The violence, the signals and the "look" come straight from Los Angeles.
They are all unique to Salvadoran gangs that, for more than a decade, have run loose on Southern California streets.
Their symbols are as familiar to some as the Hollywood sign.
But when CBS 2 News' I-Team traveled to El Salvador earlier this year, they were surprised to find those familiar Los Angeles marks in El Salvador.
I-Team's Drew Griffin tells us why members of the most violent Los Angeles gangs can be found in that country.
CBS 2 News' Special Assignment: L.A.'s Dirty Export aired Monday, June 08, 1998 at 11 p.m.
Just as El Salvador was rebounding from civil war, an import from the U.S. has begun to threaten the fragile nation -- the country is now fighting a war with gangs, said Griffin.
It started about five years ago. El Salvador Police Chief Rodrigo Avila told Griffin that the gang problem in his country began when the United States started deporting gang members back to El Salvador after they committed crimes in America. The problem is that they are returning home without any lessons learned.
"Some of them commit crimes in the States, serve short terms or detained there for a little while over there and sent back to El Salvador," Avila told Griffin.
According to Griffin, the deported gang members have touched off a wave of violence in El Salvador that has now surpassed the murder rate during their civil war.
One former gang member told Griffin the gangs use bombs as well as guns to gain territory.
Avila said this deadly combination of weaponry is the result of a blending of two violent cultures: the battle-hardened guerrilla fighters of El Salvador and the crime-hardened gang members of Los Angeles.
With the problem getting worse and the public outcry growing stronger, El Salvador is publicly wondering what to do next, said Griffin.
Police often meet planes carrying deported gang members and criminals arriving in El Salvador.

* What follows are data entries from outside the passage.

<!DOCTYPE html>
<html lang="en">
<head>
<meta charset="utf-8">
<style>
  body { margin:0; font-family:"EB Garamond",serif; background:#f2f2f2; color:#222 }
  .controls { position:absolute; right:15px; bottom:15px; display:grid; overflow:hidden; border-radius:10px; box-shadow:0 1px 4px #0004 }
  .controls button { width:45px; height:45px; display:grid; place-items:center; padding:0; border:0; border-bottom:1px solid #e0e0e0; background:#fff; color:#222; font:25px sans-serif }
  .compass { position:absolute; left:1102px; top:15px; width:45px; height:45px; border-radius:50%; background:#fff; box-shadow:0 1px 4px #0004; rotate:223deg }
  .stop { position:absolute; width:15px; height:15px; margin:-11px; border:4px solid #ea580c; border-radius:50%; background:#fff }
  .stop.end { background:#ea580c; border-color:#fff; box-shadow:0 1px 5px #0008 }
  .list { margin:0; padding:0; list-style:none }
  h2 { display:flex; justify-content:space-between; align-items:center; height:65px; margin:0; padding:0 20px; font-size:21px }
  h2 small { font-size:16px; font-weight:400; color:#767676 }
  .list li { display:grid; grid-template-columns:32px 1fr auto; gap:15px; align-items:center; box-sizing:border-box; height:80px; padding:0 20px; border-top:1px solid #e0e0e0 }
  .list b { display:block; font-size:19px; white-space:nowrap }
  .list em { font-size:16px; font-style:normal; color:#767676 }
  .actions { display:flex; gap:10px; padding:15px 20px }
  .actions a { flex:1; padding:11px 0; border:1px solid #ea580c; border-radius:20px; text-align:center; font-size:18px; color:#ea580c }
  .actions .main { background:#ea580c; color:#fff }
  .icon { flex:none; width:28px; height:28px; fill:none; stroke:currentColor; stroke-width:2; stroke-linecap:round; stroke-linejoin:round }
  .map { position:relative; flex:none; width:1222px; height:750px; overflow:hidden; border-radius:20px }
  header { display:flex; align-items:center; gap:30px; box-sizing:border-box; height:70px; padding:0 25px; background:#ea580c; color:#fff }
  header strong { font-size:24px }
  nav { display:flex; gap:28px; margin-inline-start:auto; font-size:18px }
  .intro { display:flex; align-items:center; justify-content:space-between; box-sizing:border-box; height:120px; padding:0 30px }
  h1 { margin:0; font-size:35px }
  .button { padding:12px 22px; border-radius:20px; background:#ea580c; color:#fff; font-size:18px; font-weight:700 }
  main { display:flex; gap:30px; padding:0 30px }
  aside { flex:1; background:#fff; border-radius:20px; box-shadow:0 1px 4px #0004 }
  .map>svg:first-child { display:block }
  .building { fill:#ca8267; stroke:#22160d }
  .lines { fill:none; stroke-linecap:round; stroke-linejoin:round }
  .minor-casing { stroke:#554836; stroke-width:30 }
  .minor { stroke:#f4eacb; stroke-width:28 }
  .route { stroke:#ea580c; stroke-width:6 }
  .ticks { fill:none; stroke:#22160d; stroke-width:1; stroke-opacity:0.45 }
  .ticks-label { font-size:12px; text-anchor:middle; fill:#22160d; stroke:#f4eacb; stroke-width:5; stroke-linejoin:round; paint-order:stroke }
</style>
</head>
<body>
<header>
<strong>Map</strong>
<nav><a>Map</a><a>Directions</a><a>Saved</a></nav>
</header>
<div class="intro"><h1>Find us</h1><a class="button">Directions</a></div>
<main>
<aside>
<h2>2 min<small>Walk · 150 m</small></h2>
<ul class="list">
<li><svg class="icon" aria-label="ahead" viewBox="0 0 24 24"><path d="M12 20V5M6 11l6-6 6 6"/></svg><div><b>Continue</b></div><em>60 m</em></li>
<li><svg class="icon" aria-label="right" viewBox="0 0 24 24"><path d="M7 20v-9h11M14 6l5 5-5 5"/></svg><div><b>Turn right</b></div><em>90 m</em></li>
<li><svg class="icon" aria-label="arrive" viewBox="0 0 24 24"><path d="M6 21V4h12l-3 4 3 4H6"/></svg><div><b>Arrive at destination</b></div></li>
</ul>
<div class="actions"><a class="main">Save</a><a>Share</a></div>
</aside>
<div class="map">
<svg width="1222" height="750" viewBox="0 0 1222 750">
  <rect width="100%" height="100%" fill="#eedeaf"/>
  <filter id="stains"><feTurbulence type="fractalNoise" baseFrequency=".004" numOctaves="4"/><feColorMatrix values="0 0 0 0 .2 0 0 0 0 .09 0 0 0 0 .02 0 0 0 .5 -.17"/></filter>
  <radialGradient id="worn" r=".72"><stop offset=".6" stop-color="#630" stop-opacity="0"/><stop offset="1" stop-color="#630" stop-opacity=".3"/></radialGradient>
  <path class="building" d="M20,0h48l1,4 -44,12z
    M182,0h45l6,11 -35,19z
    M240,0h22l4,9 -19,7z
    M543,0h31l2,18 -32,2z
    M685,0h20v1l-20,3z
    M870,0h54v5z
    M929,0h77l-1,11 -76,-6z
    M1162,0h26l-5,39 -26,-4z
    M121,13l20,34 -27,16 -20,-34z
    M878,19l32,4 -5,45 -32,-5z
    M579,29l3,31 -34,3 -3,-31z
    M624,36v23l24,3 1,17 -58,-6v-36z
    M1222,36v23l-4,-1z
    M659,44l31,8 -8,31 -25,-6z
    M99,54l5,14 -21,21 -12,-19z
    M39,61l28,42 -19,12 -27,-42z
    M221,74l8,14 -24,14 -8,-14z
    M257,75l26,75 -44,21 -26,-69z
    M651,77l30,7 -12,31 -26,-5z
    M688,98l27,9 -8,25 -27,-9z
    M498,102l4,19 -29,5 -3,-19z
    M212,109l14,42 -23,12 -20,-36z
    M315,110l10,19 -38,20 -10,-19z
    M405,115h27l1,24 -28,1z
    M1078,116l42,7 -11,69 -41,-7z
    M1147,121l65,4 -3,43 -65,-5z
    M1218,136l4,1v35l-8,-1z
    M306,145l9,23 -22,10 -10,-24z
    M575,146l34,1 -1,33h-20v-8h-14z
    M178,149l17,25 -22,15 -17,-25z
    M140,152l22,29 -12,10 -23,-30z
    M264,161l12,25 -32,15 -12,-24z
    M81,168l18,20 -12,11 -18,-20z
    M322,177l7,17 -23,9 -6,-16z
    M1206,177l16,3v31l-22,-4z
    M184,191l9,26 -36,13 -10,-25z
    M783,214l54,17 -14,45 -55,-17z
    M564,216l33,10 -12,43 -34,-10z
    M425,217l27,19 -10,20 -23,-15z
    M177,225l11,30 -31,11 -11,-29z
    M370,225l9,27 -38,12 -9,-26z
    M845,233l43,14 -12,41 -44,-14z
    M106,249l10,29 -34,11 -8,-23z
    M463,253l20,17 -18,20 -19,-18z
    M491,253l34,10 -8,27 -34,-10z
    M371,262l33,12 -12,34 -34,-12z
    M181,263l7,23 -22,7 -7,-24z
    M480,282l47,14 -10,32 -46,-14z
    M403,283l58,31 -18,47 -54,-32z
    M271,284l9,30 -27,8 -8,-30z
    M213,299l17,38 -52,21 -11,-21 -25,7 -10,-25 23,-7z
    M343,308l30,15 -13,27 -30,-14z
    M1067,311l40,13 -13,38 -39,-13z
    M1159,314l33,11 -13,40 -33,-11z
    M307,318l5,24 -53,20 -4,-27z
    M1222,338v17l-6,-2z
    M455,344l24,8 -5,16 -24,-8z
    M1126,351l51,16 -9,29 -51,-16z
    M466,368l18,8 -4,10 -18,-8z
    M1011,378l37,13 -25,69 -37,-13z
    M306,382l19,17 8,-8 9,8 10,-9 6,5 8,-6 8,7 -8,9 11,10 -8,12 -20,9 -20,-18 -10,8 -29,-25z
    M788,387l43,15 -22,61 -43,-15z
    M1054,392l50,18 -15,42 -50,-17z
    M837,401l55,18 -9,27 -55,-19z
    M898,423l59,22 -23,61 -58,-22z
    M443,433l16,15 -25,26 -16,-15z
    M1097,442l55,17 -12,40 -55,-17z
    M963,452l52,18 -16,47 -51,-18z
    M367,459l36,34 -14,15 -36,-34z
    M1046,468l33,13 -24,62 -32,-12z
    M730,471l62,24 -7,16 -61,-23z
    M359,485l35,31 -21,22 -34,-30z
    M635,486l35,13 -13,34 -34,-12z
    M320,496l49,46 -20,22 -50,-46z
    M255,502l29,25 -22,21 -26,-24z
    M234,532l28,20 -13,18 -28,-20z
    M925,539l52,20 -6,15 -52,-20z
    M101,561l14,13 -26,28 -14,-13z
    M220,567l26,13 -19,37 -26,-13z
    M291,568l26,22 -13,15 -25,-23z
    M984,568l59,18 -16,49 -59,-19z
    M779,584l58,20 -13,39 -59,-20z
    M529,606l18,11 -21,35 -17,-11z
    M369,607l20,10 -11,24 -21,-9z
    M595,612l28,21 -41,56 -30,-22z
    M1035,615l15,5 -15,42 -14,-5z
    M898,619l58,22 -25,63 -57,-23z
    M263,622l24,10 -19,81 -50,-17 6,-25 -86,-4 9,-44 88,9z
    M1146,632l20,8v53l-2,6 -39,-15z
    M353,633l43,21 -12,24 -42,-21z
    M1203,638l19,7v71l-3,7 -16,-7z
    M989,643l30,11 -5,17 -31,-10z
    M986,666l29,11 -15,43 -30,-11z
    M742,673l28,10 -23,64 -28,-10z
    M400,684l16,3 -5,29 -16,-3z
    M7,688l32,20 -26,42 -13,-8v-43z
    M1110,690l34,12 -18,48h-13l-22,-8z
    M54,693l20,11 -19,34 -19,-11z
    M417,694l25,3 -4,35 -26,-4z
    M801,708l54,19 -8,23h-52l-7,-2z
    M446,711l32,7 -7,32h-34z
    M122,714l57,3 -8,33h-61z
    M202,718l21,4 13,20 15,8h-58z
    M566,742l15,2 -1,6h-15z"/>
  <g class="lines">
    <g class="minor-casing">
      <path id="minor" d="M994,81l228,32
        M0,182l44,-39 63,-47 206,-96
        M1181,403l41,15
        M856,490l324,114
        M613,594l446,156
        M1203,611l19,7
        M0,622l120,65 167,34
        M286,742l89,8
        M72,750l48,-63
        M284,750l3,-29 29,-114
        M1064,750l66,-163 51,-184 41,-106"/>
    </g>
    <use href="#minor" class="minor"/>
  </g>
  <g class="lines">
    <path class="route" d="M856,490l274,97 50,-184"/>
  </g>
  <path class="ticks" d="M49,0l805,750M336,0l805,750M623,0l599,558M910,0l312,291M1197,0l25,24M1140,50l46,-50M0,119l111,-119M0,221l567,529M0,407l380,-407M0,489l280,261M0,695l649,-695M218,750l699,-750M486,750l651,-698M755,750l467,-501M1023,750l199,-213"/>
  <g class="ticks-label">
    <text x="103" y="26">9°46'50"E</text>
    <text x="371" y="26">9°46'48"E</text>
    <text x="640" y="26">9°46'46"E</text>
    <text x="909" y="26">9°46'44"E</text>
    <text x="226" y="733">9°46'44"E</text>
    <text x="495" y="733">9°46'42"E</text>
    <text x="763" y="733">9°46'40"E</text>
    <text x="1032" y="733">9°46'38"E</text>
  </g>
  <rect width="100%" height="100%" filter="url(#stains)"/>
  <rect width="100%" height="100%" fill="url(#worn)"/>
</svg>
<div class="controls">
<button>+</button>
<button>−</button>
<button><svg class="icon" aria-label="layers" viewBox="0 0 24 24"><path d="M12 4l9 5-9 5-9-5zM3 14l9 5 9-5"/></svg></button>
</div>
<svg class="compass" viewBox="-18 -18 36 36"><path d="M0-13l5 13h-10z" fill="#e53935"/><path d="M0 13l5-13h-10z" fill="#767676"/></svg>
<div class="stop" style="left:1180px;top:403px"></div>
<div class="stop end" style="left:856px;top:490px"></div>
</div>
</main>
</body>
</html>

The gang members are fingerprinted and questioned at the airport, and told they will be watched. But since their crimes were committed in the U.S., El Salvador is powerless to do much more.
Alex Sanchez from Los Angeles-based Homies Unidos told Griffin that the policy of deporting gang members is not helping either country.
In El Salvador, there is little to stop the gangs from expanding their violence. The country remains relatively poor and programs to help deported gang members reintegrate into Salvadoran life are few, said Griffin.
While in El Salvador, the I-Team visited a halfway house filled with men trying to get out of the gangs. The dirty building barely had any furniture, and the tiny staff that ran the program struggled daily to handle the growing number of occupants looking for help.
Members of the 18th Street and the Marasalvatrucha gangs also live together in the building. But for them, it is a place where they come to heal wounds before heading back into battle -- while every day, more planes arrive from Los Angeles carrying more troops that again will fill Salvadoran streets with violence.
Compiled by Channel 2000 Staff
L.A.'s Dirty Export
CBS 2 News Special Assignment
The 18th Street Gang and Marasalvatrucha Gang are two of the most violent in Los Angeles, reported CBS 2 News' Drew Griffin. But many of the gangs' members have returned to the land of their ancestors -- El Salvador.
Soldiers and heavily armed police are once again patrolling San Salvador's neighborhoods and yet the gangs continue to grow. And as their numbers increase so will the crimes, said Griffin. Many gangs have already moved into some neighborhoods and turned entire blocks into ghost towns.
"They've been here since they were little kids," said Sanchez. "They were brought by their parents so now that their parents are here, their children are getting deported to a place where they don't know. So it's up to them to defend themselves and the only way they can is to get involved in what they know what to get involved with, which is to the gangs in El Salvador."